Por todo ello, urge la negociación y aprobación de la Ley de Financiación de las Corporaciones Locales, compromiso que asume el Gobierno, aunque sin persuadir a la mismísima Federación Española de Municipios y Provincias (Femp), que sospecha de una intención poco nada resolutiva: querer dar largas al asunto. Recelan los alcaldes que quieren determinar el destino final de los fondos, pensando especialmente en las actuaciones de movilidad sostenible. Ese plazo de devolución, diez años, les resulta eterno, además de condicionar y hacer enrevesados cada ejercicio presupuestario. No olvidemos, por otro lado, que parece cada vez más extendida la sensación de malestar entre los alcaldes, hasta el punto de haber generado una situación de agravio permanente con respecto al trato dispensado por el presidente del Gobierno y la ministra de Economía a las comunidades autónomas.

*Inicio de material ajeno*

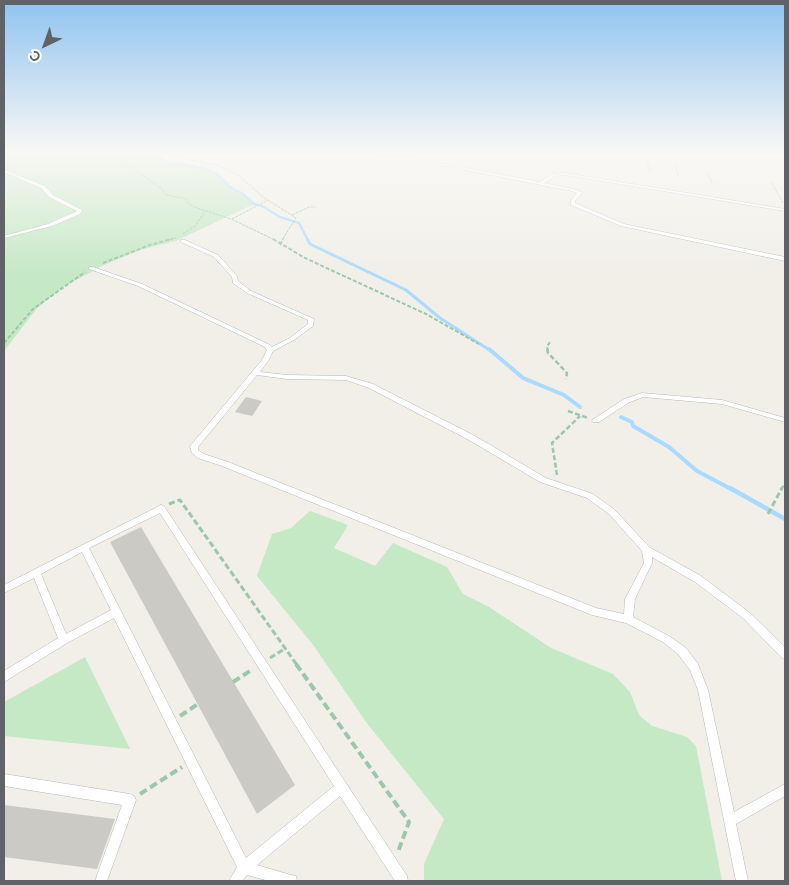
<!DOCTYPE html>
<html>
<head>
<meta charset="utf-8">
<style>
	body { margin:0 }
	#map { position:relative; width:789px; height:885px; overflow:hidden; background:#f1efe8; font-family:Raleway,sans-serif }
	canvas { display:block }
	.frame { position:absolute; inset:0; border:5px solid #5f6368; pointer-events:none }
	.north { position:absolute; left:20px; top:20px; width:50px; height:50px; -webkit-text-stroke:4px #fff; paint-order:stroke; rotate:222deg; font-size:14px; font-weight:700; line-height:20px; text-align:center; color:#5f6368 }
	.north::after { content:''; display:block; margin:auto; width:18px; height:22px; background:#5f6368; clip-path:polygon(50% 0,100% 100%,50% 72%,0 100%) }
</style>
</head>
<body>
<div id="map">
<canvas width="789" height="885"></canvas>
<div class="frame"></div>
<div class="north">С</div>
</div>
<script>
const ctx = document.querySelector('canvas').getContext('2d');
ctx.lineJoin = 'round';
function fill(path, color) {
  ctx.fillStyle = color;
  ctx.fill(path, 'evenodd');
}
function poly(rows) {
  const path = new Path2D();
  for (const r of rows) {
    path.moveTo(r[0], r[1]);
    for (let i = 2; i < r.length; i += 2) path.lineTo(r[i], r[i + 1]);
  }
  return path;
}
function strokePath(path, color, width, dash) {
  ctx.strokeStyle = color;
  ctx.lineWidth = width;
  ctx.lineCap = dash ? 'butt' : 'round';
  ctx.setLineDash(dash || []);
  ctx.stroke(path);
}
fill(poly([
	[4,152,148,152,169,163,199,167,216,173,230,187,243,194,254,204,176,241,143,249,106,264,63,287,37,308,4,351],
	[310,511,348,525,334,548,375,566,393,543,447,567,463,594,489,607,551,648,613,674,630,692,639,715,652,726,687,737,696,746,722,881,424,881,424,864,444,819,366,722,314,646,257,576,272,534,291,528],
	[85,657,130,749,4,736,4,702]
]), '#c5e8c5');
strokePath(poly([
	[148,152,169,163,199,167,216,173,230,187,243,194,254,204,262,206,280,217,299,223,308,240]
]), '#aadaff', 2.5);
strokePath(poly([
	[307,239,310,244,406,290,440,318,491,351]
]), '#aadaff', 3);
strokePath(poly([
	[489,349,523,378,564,395,580,407],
	[621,417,632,422,633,426,669,447,697,471,733,490]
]), '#aadaff', 4);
strokePath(poly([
	[730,488,785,519]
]), '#aadaff', 4.5);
fill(poly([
	[246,397,262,401,252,416,235,412],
	[141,527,295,785,257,814,110,542],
	[4,805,115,819,97,869,4,857]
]), '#cccac5');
const service = poly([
	[374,152,383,152,540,182,552,174,565,173,785,209,785,211,565,175,555,176,544,183,573,189,582,192,582,193,575,201,575,203,624,224,785,257,785,261,621,226,571,205,571,201,577,193,572,191,374,152],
	[4,170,45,186,53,195,82,210,80,214,52,226,4,238,4,236,48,224,77,211,49,197,41,188,4,172,4,170],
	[181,240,185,240,218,255,237,276,238,281,251,291,314,319,313,326,294,340,273,351,268,361,260,372,287,375,346,376,373,384,475,436,546,478,593,494,615,510,649,547,701,576,750,613,785,647,785,659,781,657,744,619,695,582,652,557,652,563,635,599,633,617,669,636,686,648,698,664,708,690,734,812,785,784,785,796,736,824,748,881,736,881,698,690,690,670,678,654,663,642,626,623,592,615,222,466,198,458,192,453,190,447,191,445,262,360,267,350,265,347,138,286,89,269,89,267,93,267,142,284,270,345,272,347,290,338,308,324,308,320,247,293,233,283,232,277,214,257,181,242,181,240],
	[257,375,287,379,346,380,369,388,469,440,540,482,587,498,609,514,642,551,644,563,625,599,624,614,596,608,228,462,204,454,198,450,198,447,257,375],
	[642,393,722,400,785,418,785,422,722,404,643,397,628,403,599,422,593,422,592,420,624,399,642,393],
	[161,505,164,506,407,876,408,881,395,881,340,796,257,865,291,875,296,876,297,881,269,881,247,875,242,881,229,881,237,867,114,618,67,643,4,682,4,671,58,638,34,578,4,593,4,585,161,505],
	[160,513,334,786,246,858,89,548,160,513],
	[82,552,111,610,66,634,41,574,82,552],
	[4,774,130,794,134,796,136,800,107,881,95,881,122,805,4,786,4,774]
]);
strokePath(service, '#b5b8bc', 1);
strokePath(poly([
	[101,152,122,161,162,189,166,195,188,199,188,203,194,207,231,219,275,240],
	[169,152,184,159,217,165,238,175,263,197,296,218,282,240],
	[647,160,650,172],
	[676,165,678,177],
	[707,171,712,183],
	[772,183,783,203],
	[292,215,309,207,316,207],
	[232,219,268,200],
	[183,234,195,226,206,210],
	[167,240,176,238]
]), '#9cc7a9', 1, [3, 1]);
strokePath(poly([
	[273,239,305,258,426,314,479,344],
	[280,245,283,239],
	[103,263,150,245,172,239],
	[4,343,33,309,85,272],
	[548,351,547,346,550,342]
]), '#9cc7a9', 2, [4, 2]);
strokePath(poly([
	[547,349,548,353,567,373,566,379],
	[568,411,588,418],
	[557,475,552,443,580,416],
	[781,490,785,483]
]), '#9cc7a9', 2.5, [5, 2.5]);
strokePath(poly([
	[169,504,180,500,297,665],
	[768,514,782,488],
	[270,658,286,648]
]), '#9cc7a9', 3, [6, 3]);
strokePath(poly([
	[296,664,409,822,398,852],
	[233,682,253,669],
	[180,716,198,704],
	[140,794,182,767]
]), '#9cc7a9', 4, [8, 4]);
fill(service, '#fff');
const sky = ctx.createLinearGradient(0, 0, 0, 276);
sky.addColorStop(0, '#8fc3f1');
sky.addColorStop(0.55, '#f9f8f5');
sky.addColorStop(1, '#f9f8f500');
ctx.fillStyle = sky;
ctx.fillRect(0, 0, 789, 276);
</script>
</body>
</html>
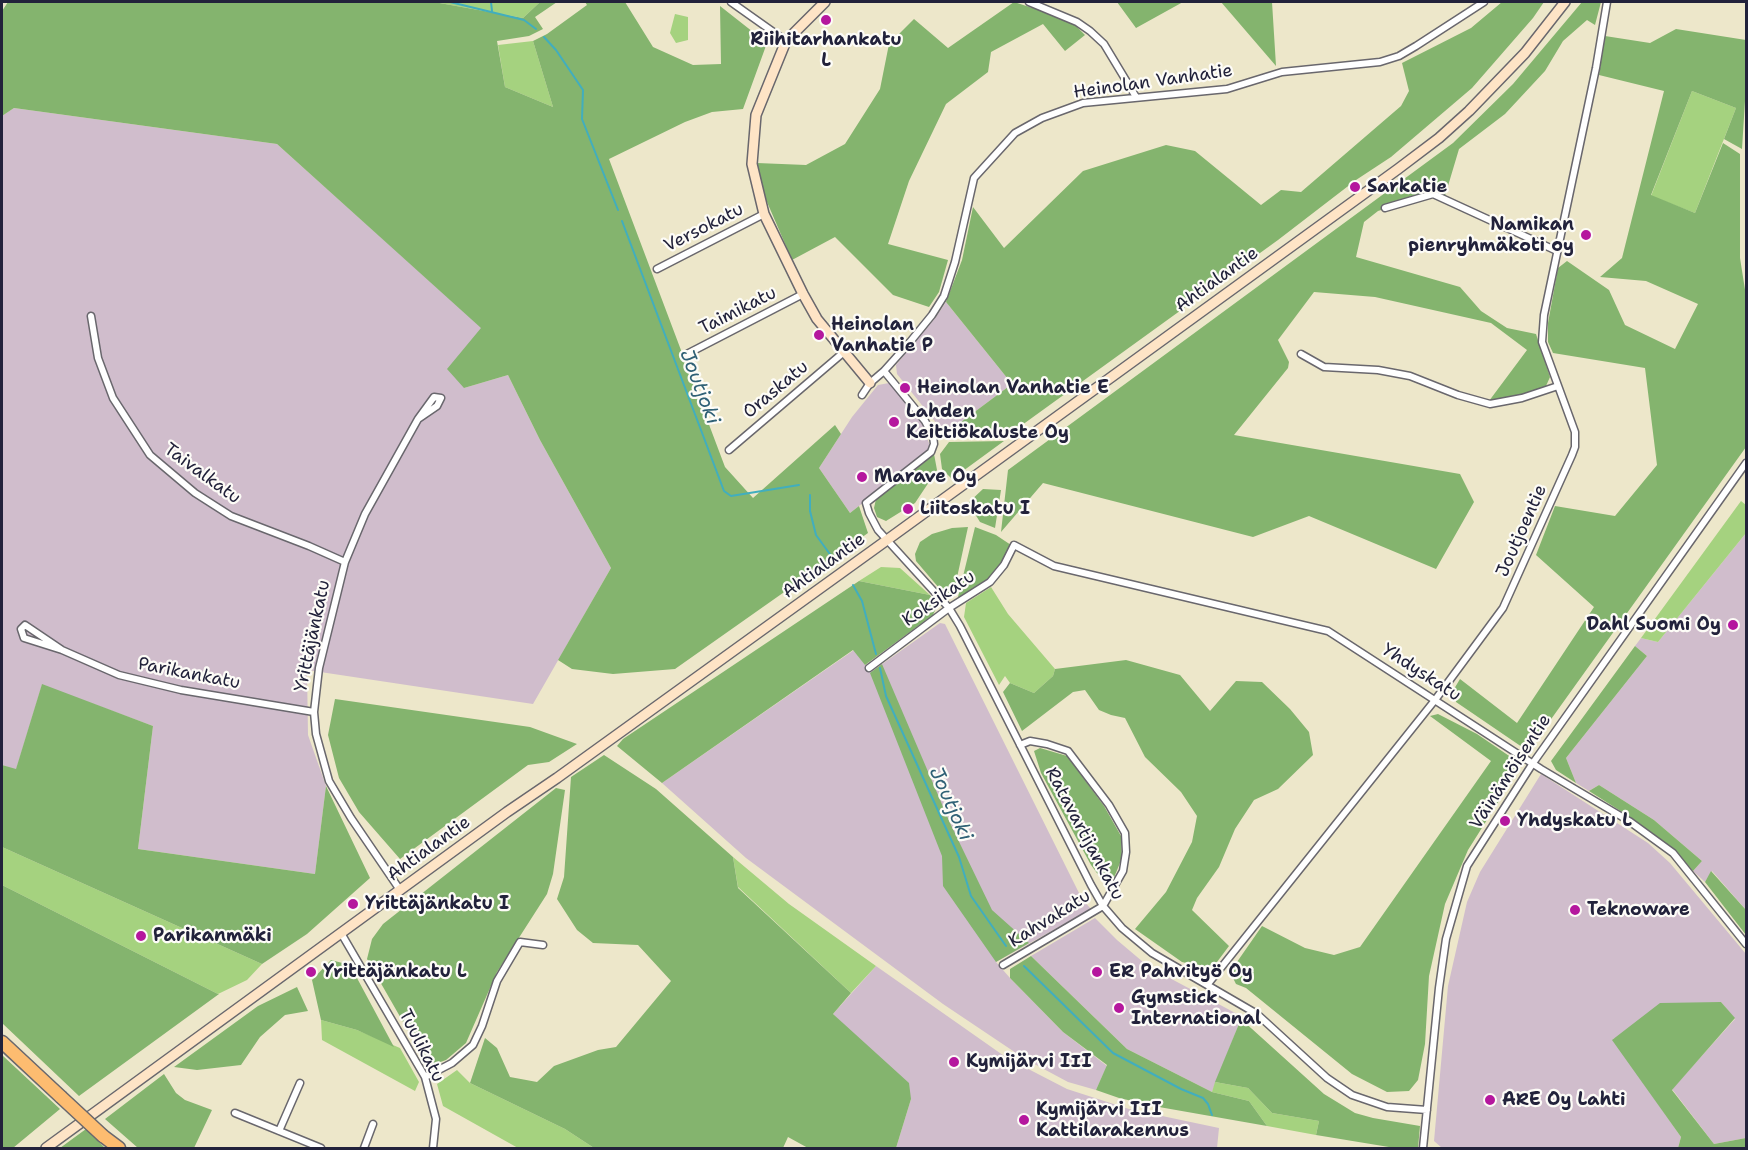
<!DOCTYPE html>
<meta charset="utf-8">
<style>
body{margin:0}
#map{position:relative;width:1748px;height:1150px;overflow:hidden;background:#ede7ca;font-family:"Shantell Sans",sans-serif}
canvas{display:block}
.frame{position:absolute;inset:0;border:3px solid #22223b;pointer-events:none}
</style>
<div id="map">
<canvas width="1748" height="1150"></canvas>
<div class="frame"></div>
</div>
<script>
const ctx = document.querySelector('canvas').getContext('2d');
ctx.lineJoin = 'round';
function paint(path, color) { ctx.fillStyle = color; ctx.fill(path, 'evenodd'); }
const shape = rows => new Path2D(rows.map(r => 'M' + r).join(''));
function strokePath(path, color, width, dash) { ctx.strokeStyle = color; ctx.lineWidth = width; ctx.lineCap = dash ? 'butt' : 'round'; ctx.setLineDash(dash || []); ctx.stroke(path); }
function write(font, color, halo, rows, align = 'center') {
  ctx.font = font + ' "Shantell Sans",sans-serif'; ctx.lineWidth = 4.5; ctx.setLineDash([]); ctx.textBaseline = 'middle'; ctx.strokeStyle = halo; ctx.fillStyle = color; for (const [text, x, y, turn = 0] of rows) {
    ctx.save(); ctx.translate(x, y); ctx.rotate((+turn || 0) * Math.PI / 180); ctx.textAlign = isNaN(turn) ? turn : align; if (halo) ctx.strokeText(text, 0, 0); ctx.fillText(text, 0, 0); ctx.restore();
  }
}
const industrial = shape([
 [14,108,277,144,482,328,464,388,508,375,540,440,611,568,533,704,307,670,308,735,326,786,315,874,138,849,153,726,42,685,16,770,2,765,2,116],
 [946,302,1012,384,945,434,897,374,896,365,936,317],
 [889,383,922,423,930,446,928,452,850,513,819,468,852,417,878,385],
 [1746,533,1746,910,1712,871,1705,882,1693,871,1702,861,1654,820,1599,785,1589,791,1576,783,1566,758,1647,656,1635,646,1641,638,1658,642],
 [940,623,945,624,1082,899,1091,909,996,962,1010,978,1063,1032,1107,1066,1096,1090,1068,1082,1025,1059,943,1004,746,858,662,783,854,650,871,672],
 [1541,774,1648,843,1670,863,1746,954,1746,1138,1714,1144,1672,1089,1735,1019,1721,1002,1613,1039,1681,1137,1678,1148,1442,1148,1434,1141,1448,986,1467,902,1480,872],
 [1095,918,1117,940,1149,967,1239,1015,1241,1019,1212,1092,1127,1049,1031,956],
 [876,966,1007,1058,1067,1089,1129,1109,1219,1128,1217,1148,896,1148,911,1099,833,1014]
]);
const green = shape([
 [434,2,540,2,523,18],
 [675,14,688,17,688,40,676,43,670,33],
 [533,41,553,107,505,87,498,45],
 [1692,91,1736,108,1695,213,1651,196],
 [1741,501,1746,505,1746,533,1658,642,1641,638],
 [881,567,900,568,930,595,859,581],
 [991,587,1008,614,1055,669,1053,676,1034,693,1010,683,1005,676,999,685,964,617,966,603],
 [2,847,262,964,247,980,218,994,2,885],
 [733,857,789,904,876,966,851,993,738,887],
 [321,1020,357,1030,400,1048,419,1082,415,1091,322,1040],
 [457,1070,470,1083,565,1129,594,1148,518,1148,443,1106,437,1084],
 [1215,1082,1248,1088,1272,1113,1319,1121,1316,1135,1267,1126,1249,1101,1212,1092]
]);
const forest = shape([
 [8,2,434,2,523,18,540,2,557,2,535,17,543,29,529,36,497,41,505,87,553,107,533,41,547,34,587,5,585,2,625,2,653,47,693,65,721,64,720,6,767,43,743,109,712,112,685,122,609,159,725,467,753,498,835,425,841,434,819,468,850,513,859,506,868,533,675,669,613,674,572,669,558,660,611,568,540,440,508,375,464,388,447,369,481,328,277,144,14,108,2,116,2,11],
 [1014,2,1051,14,1076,26,1085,35,1065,51,1043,24,991,52,988,72,946,104,909,181,888,244,948,260,939,292,929,307,893,295,835,237,792,260,764,195,757,163,806,165,845,144,880,89,889,44,914,19,948,48],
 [1117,2,1183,2,1136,28],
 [1221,2,1272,2,1276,66],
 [1502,2,1544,2,1533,18,1472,88,1391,157,1356,180,1278,240,1011,433,945,434,1012,384,946,302,962,260,973,207,1004,248,1083,171,1166,145,1195,151,1261,205,1281,190,1301,192,1401,106,1409,91,1402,63,1471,28],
 [1582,2,1601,2,1595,25,1587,20,1563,41,1545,71,1505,114,1459,149,1445,196,1429,189,1427,196,1378,211,1364,222,1356,257,1460,287,1481,311,1507,328,1536,334,1550,377,1546,386,1521,396,1489,401,1527,350,1491,323,1375,297,1314,292,1278,340,1289,362,1288,368,1234,435,1460,474,1474,502,1436,569,1309,516,1253,537,1043,483,1001,532,1008,470,1453,143,1513,84],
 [1676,29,1746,40,1746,85,1742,149,1724,139,1736,108,1692,91,1651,195,1695,213,1723,143,1740,154,1740,258,1746,296,1746,447,1539,736,1522,747,1456,702,1454,689,1460,679,1517,723,1594,607,1536,555,1555,506,1615,516,1657,465,1645,368,1553,353,1548,342,1548,323,1558,268,1567,261,1609,290,1625,325,1675,349,1698,304,1646,281,1600,277,1622,258,1664,91,1599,75,1605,36,1650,43],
 [1004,441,952,479,942,469,940,454,949,442],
 [934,454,937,470,915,503,886,521,877,517,874,508,876,499],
 [983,489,1001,490,995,528,980,522,968,503],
 [968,527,953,596,945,595,916,561,915,554,920,542,932,534,952,528],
 [975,527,996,535,1011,545,1001,564,987,581,964,597,958,597],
 [859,581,930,595,937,606,933,615,865,665,853,650,662,783,617,746,623,739],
 [1635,646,1647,656,1566,758,1576,783,1556,770,1551,761],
 [1126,660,1180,675,1210,711,1236,681,1262,682,1290,709,1309,732,1313,755,1278,789,1254,800,1235,829,1219,867,1197,898,1192,910,1229,946,1217,962,1206,968,1182,962,1135,929,1166,892,1192,842,1197,816,1181,792,1145,757,1125,718,1111,715,1099,710,1085,690,1073,692,1022,731,1003,692,1010,683,1034,693,1053,676,1055,669],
 [882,664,950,823,992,910,1029,943,996,962,943,886,942,856,870,673],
 [42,684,153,726,138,849,315,874,326,786,370,878,307,934,262,964,2,847,2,765,16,769],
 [335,699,530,727,577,744,549,762,528,765,400,859,359,812,339,778,328,735],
 [1438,714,1477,734,1518,762,1519,769,1468,850,1445,904,1429,976,1425,1044,1418,1080,1409,1091,1387,1092,1352,1074,1246,988,1236,984,1230,972,1262,926,1305,948,1334,955,1360,947,1491,761,1430,716],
 [1040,748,1067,756,1104,806,1121,836,1122,858,1113,880,1105,884,1091,865,1041,773,1034,751],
 [604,755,656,789,733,857,738,888,851,993,833,1014,909,1083,911,1099,896,1148,808,1148,788,1137,783,1148,594,1148,565,1129,470,1083,485,1038,497,1048,510,1077,537,1082,554,1066,598,1050,616,1047,671,981,638,945,593,943,577,930,557,899,564,877,571,777],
 [1599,785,1654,820,1702,861,1693,871,1674,849,1630,817,1589,791],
 [556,788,565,790,553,874,547,894,497,972,466,1043,446,1060,432,1065,426,1062,367,959,372,939,383,924],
 [1711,871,1746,910,1746,935,1705,882],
 [2,885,218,994,219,994,79,1096,2,1023],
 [1031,956,1127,1049,1212,1092,1249,1101,1267,1126,1159,1107,1119,1098,1096,1090,1107,1065,1063,1032,1010,978,1010,969],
 [331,960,350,965,394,1047,357,1030,321,1020,312,980],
 [297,987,308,1011,285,1015,260,1037,241,1065,197,1070,174,1067,258,1006],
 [1721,1002,1735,1018,1672,1090,1714,1144,1746,1138,1746,1148,1678,1148,1681,1137,1612,1040,1660,1003],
 [1241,1019,1324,1094,1355,1113,1373,1118,1420,1126,1418,1148,1395,1148,1316,1135,1319,1121,1272,1113,1248,1088,1215,1082],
 [2,1055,60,1109,13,1148,2,1148],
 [164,1074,176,1093,185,1100,212,1110,194,1148,138,1148,105,1119],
 [86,1129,105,1148,60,1148]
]);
const stream = shape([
 [450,2,524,20,536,29],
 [491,2,492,11],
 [544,37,556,50,583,90,582,119,618,210],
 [622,221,724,491,731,496,799,485],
 [810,495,810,511,816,535,832,557],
 [853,585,862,601,876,654],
 [880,668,886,696,959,857,971,896,1006,946],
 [1024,966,1113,1053,1181,1089,1203,1098,1208,1104,1212,1115]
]);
const street = shape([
 [731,2,786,41],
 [1029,2,1077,22,1090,31,1104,44,1136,97],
 [1385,208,1433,194,1557,251],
 [657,269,764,214],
 [91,316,98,358,113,398,150,455,195,493,231,516,309,546,345,562],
 [687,354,803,294],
 [1301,354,1324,367,1378,370,1410,376,1458,395,1490,404,1522,398,1558,386],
 [884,371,925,421,933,436,934,444,931,452,866,503,869,513,878,530,949,608,960,626,1091,885,1103,906,1122,928,1152,953,1257,1014,1327,1078,1352,1095,1387,1107,1427,1110],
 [862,395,870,383,884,371,910,342,932,315,944,296,955,262,974,178,1015,133,1042,118,1083,103,1227,89,1282,72,1380,62,1399,56,1416,46,1484,2],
 [729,450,844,352],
 [62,650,24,638,21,629,25,625,62,650,119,675,181,690,314,712],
 [869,668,949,608,990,582,1004,565,1014,545,1054,566,1328,631,1541,769,1629,821,1673,853,1746,944],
 [400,890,351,818,329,781,316,734,314,712,319,668,345,562,365,514,418,419,437,406,441,398,434,397,418,419],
 [341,933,425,1077,436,1119,433,1148],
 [1003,965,1103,906,1123,871,1126,852,1125,833,1109,805,1068,751,1047,744,1030,741,1020,745],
 [1208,984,1435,700,1503,608,1572,455,1575,447,1575,432,1542,342,1544,315,1596,68,1607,2],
 [425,1077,452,1063,473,1045,482,1026,497,981,520,942,543,945],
 [235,1113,321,1148],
 [279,1131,300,1083],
 [364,1148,373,1124],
 [1423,1148,1439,988,1446,939,1467,866,1533,763,1746,463]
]);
const secondary = shape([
 [825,2,786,41,756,115,752,164,764,214,803,294,817,319,870,383],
 [46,1148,507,812,557,778,887,540,1398,169,1439,138,1469,111,1525,53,1565,2]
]);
const highway = shape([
 [2,1042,61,1097],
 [103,1136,119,1148]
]);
const highwayBridge = shape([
 [61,1097,103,1136]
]);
const markers = [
 [826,20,6,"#b5179e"],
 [1355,187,6,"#b5179e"],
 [1586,235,6,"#b5179e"],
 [819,335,6,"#b5179e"],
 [905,388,6,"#b5179e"],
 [894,422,6,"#b5179e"],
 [862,477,6,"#b5179e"],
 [908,509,6,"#b5179e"],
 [1733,625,6,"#b5179e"],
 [1505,821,6,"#b5179e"],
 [353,904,6,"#b5179e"],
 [1575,910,6,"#b5179e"],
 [141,936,6,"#b5179e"],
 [311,972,6,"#b5179e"],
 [1097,972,6,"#b5179e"],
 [1119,1008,6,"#b5179e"],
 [954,1062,6,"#b5179e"],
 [1490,1100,6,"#b5179e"],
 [1024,1120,6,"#b5179e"]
];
const poiNames = [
 ["Riihitarhankatu",826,40,"center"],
 ["L",826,61,"center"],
 ["Sarkatie",1367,187],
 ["Namikan",1574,225,"right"],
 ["pienryhmäkoti oy",1574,246,"right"],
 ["Heinolan",831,325],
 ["Vanhatie P",831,346],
 ["Heinolan Vanhatie E",917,388],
 ["Lahden",906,412],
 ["Keittiökaluste Oy",906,433],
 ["Marave Oy",874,477],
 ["Liitoskatu I",920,509],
 ["Dahl Suomi Oy",1721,625,"right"],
 ["Yhdyskatu L",1517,821],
 ["Yrittäjänkatu I",365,904],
 ["Teknoware",1587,910],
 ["Parikanmäki",153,936],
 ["Yrittäjänkatu L",323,972],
 ["ER Pahvityö Oy",1109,972],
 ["Gymstick",1131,998],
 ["International",1131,1019],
 ["Kymijärvi III",966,1062],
 ["ARE Oy Lahti",1502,1100],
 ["Kymijärvi III",1036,1110],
 ["Kattilarakennus",1036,1131]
];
const streetNames = [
 ["Heinolan Vanhatie",1153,82,-8],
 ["Versokatu",704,228,-27],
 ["Ahtialantie",1217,280,-36],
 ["Taimikatu",738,311,-27],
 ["Oraskatu",776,390,-40],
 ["Taivalkatu",202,474,36],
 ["Joutjoentie",1522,531,-66],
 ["Ahtialantie",824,566,-36],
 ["Koksikatu",939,599,-35],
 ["Yrittäjänkatu",313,636,-78],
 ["Yhdyskatu",1421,673,33],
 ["Parikankatu",189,674,11],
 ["Väinämöisentie",1511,772,-57],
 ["Ratavartijankatu",1084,834,62],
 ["Ahtialantie",429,849,-36],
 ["Kahvakatu",1050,919,-32],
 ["Tuulikatu",421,1046,63]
];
const waterNames = [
 ["Joutjoki",699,387,69],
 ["Joutjoki",950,804,66]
];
paint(industrial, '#d0bdcc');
paint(green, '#a5d27f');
paint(forest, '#84b46e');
strokePath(stream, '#41aebe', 2);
strokePath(street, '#69676d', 9);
strokePath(secondary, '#69676d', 12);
strokePath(highway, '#69676d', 15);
strokePath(street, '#fff', 6);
strokePath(secondary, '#fee4c6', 9);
strokePath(highway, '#fdbc70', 12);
strokePath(highwayBridge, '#69676d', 15, []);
strokePath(highwayBridge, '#fdbc70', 12);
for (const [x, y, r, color] of markers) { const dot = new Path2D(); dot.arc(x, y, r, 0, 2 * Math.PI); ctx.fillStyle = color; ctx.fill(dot); strokePath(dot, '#fdfcf7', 2); }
write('bold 18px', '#22223b', '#fdfcf7', poiNames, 'left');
write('18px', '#22223b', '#fdfcf7', streetNames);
write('italic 20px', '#306176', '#fdfcf7', waterNames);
</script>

Y surge, claro, el conflicto político. El órgano que aglutina a los municipalistas, la Femp, viene basándose en una histórica unanimidad para ir desbloqueando asuntos y avanzando en la consecución de logros que dan prestancia a las administraciones locales, o lo que es igual, para situarlas a escala de la Unión Europea (UE). Todas las informaciones coinciden en señalar que el presidente y alcalde de Vigo, el socialista Abel Caballero, se ha esmerado en el largo proceso de conversaciones mantenido para alcanzar un acuerdo satisfactorio. No ha podido ser, por lo que esa unanimidad corre peligro. De hecho, fijar posición en el seno de la Federación ha tenido que ser aplazado. Las consecuencias: el bloqueo y un elevadísimo pago de intereses que los ayuntamientos se ven obligados a abonar a los bancos por mantener sus ahorros inmovilizados. Opciones: reunión extraordinaria para hoy de la ejecutiva de la Femp, donde no hay mayoría socialista. Las negociaciones de ayer tarde-noche habrán sido durísimas. El resultado, muy imprevisible. Pero todo da a entender que no habrá unanimidad.